> [Supplied entries]:
-=-=-

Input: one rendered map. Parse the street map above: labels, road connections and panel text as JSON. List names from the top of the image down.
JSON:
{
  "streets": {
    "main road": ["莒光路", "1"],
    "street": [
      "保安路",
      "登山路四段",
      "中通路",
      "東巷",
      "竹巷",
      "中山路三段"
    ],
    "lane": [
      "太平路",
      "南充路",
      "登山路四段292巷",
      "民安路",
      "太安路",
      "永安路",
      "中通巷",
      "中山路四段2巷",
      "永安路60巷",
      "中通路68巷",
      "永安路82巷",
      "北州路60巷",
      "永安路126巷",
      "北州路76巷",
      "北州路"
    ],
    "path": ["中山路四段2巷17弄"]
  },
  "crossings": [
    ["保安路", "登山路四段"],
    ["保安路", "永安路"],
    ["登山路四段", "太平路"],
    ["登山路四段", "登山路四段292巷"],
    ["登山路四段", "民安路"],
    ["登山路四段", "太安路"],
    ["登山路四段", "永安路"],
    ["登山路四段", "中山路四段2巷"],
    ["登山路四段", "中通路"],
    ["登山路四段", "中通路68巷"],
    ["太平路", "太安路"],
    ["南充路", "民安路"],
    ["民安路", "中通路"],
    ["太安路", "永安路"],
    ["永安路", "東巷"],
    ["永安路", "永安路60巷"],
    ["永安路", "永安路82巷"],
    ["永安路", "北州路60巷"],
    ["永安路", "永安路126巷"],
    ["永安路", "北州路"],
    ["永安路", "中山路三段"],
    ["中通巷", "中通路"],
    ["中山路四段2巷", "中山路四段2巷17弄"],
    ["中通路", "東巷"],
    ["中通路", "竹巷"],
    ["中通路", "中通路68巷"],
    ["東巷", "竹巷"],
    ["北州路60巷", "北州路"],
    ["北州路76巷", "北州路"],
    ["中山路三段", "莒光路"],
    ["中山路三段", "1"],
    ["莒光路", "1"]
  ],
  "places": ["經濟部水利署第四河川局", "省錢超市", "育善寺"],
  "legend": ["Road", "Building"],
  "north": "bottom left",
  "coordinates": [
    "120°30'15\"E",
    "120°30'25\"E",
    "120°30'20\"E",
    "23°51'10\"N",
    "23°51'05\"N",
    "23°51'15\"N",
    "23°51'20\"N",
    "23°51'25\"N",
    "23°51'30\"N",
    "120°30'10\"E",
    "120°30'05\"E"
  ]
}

-=-=-

> [Exercise brief]: If a line in the entries above has the word "JSON", copy it.

> [Reply]:
Input: one rendered map. Parse the street map above: labels, road connections and panel text as JSON. List names from the top of the image down.
JSON:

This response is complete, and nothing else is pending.